The judge made findings of fact that Karen was cohabiting with her husband who was neither impotent nor sterile at the time the child was conceived. Then the court applied the conclusive presumption in the adoption code and held that Karen's husband was conclusively presumed to be the baby's father. "Where, as here, the conclusive presumption of paternity applies under the law, it is irrelevant that the biological father can prove his paternity or even that all parties to the proceedings may concede that plaintiff is the biological father."
This was a harsh result, but reflects the general tenor of decisions in 1995 and even later in most States. One of the deciding factors was the fact that the child had always lived in an intact family. Here, the child was conceived and born during Karen M.'s marriage to her husband. There had been absolutely no relationship forged between the child and Rodney. Karen and her husband were the only parents the child had ever known. The court said, "It is precisely that type of relationship that section 7540 is designed to protect from interference. The state has a legitimate interest in doing so."
In addition, the court opined that it may serve no good purpose and may not be in the best interest of the child to create what in essence is a fictional family.
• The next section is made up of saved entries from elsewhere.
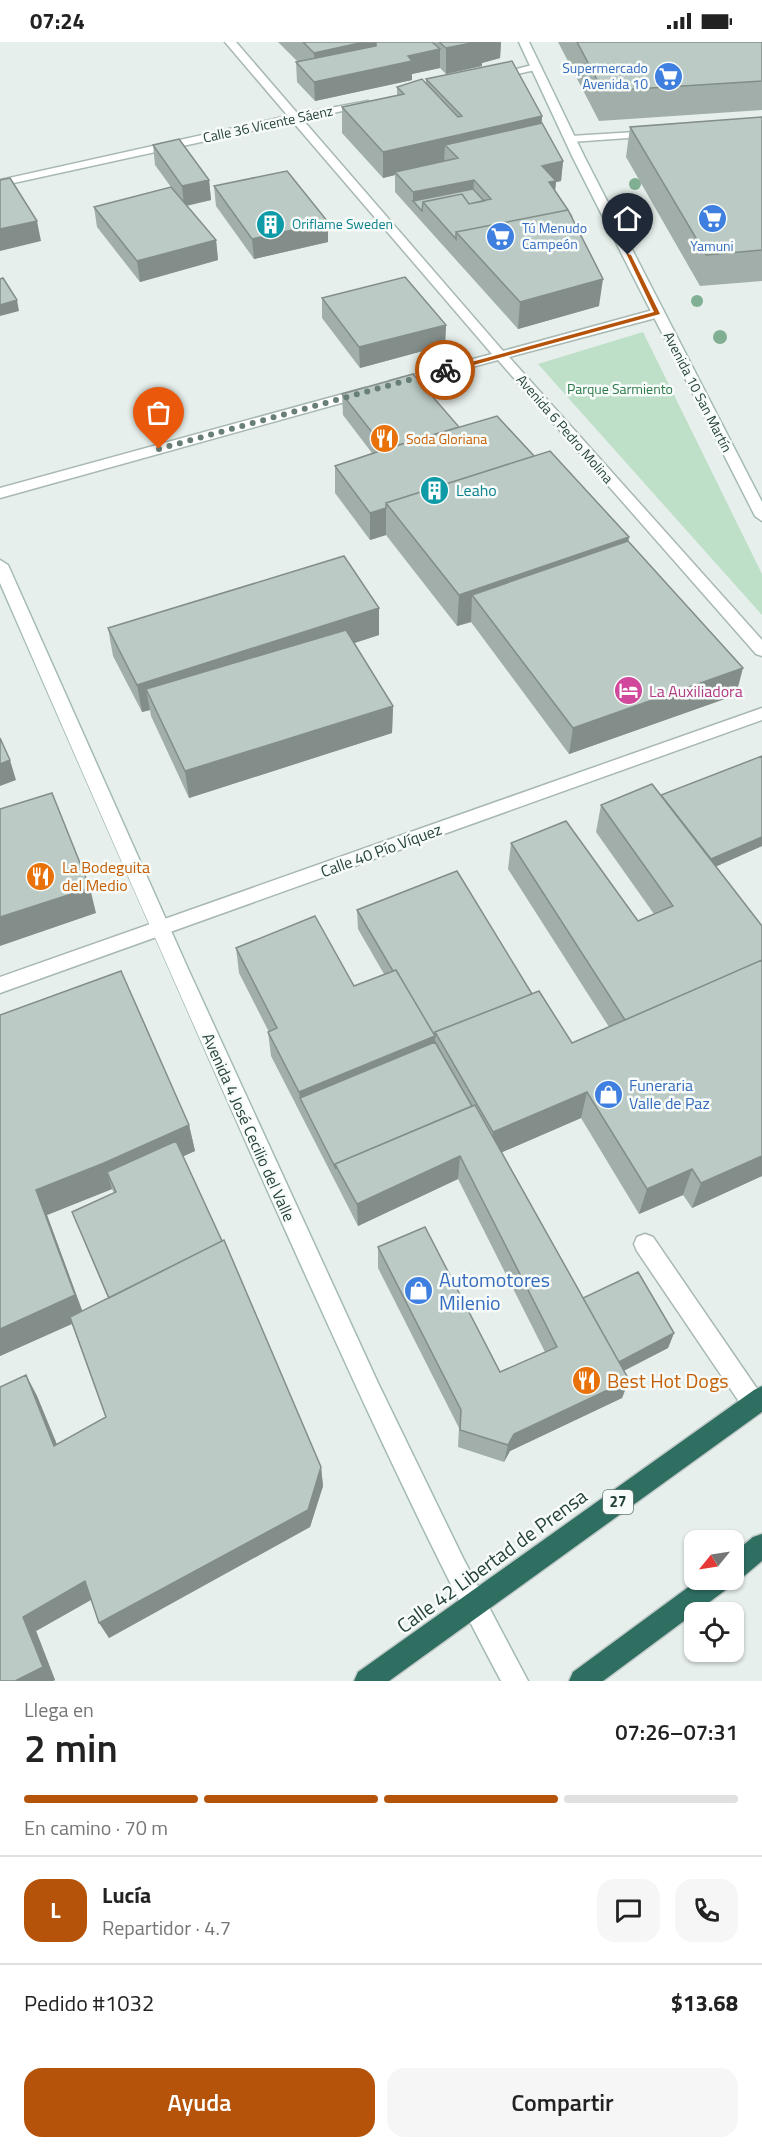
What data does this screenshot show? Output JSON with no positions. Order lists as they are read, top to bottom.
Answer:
{
  "streets": {
    "highway": ["27", "Calle 42 Libertad de Prensa"],
    "street": [
      "Calle 36 Vicente Sáenz",
      "Avenida 10 San Martín",
      "Avenida 6 Pedro Molina",
      "Calle 40 Pío Víquez",
      "Avenida 4 José Cecilio del Valle"
    ]
  },
  "crossings": [
    ["Calle 36 Vicente Sáenz", "Avenida 6 Pedro Molina"],
    ["Calle 40 Pío Víquez", "Avenida 4 José Cecilio del Valle"],
    ["Avenida 4 José Cecilio del Valle", "Calle 42 Libertad de Prensa"]
  ],
  "parks": ["Parque Sarmiento"],
  "places": {
    "supermarket": ["Supermercado Avenida 10", "Yamuni", "Tú Menudo Campeón"],
    "building": ["Oriflame Sweden", "Leaho"],
    "restaurant": ["Soda Gloriana", "La Bodeguita del Medio", "Best Hot Dogs"],
    "hotel": ["La Auxiliadora"],
    "shop": ["Funeraria Valle de Paz", "Automotores Milenio"]
  },
  "north": "bottom left",
  "page": {
    "status": "07:24",
    "heading": ["2 min", "Llega en", "07:26–07:31"],
    "panel": [
      "Lucía",
      "Repartidor · 4.7",
      "Pedido #1032",
      "$13.68"
    ],
    "bar": "En camino · 70 m",
    "round": "L",
    "buttons": ["Ayuda", "Compartir"]
  }
}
Praising Karen M.'s husband for his willingness to raise this child as his own, the court condoned this married couple apparently pretending that the child was their offspring.
But the court also recognized that it may also be beneficial for the child to have a relationship with her biological father. The court stated that the familial stability the court was preserving was certainly questionable by virtue of the fact that the case was even before the court. The court opined that it was questionable whether the integrity of the "family" would be jeopardized if visitation with Rodney were permitted, simply because all the parties know the identity of the biological father.
I know that there are many family lawyers who aren't interested in paternity issues and would "leave sleeping dogs lie." In my humble opinion, the time has come to consider legislation that would actually operate to protect children from their parents' messy lives -- that has the capacity to offer children substantial parent-child relationships and parental support.
"Paternity fraud" -- those proponents who would protect men from having to pay support for children who are not their biological issue might consider the importance of protecting fathers' rights to continue a substantial parent-child relationship rather than allowing a mother's whim to control (for example, reconciliation with husband, cutting off the putative father's parental relationship with a child).